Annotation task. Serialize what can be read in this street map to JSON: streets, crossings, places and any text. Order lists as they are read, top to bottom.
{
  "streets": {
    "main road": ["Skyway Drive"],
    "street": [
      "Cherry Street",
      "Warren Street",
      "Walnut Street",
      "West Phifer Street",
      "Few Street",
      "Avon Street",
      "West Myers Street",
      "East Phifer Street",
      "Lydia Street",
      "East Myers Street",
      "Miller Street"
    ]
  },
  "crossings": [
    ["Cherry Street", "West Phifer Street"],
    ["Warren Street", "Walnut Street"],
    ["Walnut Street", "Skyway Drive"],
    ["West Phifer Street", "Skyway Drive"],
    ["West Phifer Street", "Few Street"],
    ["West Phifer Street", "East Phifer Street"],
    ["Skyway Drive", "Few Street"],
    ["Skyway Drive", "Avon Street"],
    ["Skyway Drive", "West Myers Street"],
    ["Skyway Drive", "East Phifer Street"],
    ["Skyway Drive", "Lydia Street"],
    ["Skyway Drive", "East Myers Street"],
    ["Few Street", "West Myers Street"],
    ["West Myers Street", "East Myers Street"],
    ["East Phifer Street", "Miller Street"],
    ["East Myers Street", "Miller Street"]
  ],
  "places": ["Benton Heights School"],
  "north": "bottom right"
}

----

WHAT YOU HAVE TO DO -
Set down every record once more, exactly as written.

RESPONSE BOX -
Annotation task. Serialize what can be read in this street map to JSON: streets, crossings, places and any text. Order lists as they are read, top to bottom.
{
  "streets": {
    "main road": ["Skyway Drive"],
    "street": [
      "Cherry Street",
      "Warren Street",
      "Walnut Street",
      "West Phifer Street",
      "Few Street",
      "Avon Street",
      "West Myers Street",
      "East Phifer Street",
      "Lydia Street",
      "East Myers Street",
      "Miller Street"
    ]
  },
  "crossings": [
    ["Cherry Street", "West Phifer Street"],
    ["Warren Street", "Walnut Street"],
    ["Walnut Street", "Skyway Drive"],
    ["West Phifer Street", "Skyway Drive"],
    ["West Phifer Street", "Few Street"],
    ["West Phifer Street", "East Phifer Street"],
    ["Skyway Drive", "Few Street"],
    ["Skyway Drive", "Avon Street"],
    ["Skyway Drive", "West Myers Street"],
    ["Skyway Drive", "East Phifer Street"],
    ["Skyway Drive", "Lydia Street"],
    ["Skyway Drive", "East Myers Street"],
    ["Few Street", "West Myers Street"],
    ["West Myers Street", "East Myers Street"],
    ["East Phifer Street", "Miller Street"],
    ["East Myers Street", "Miller Street"]
  ],
  "places": ["Benton Heights School"],
  "north": "bottom right"
}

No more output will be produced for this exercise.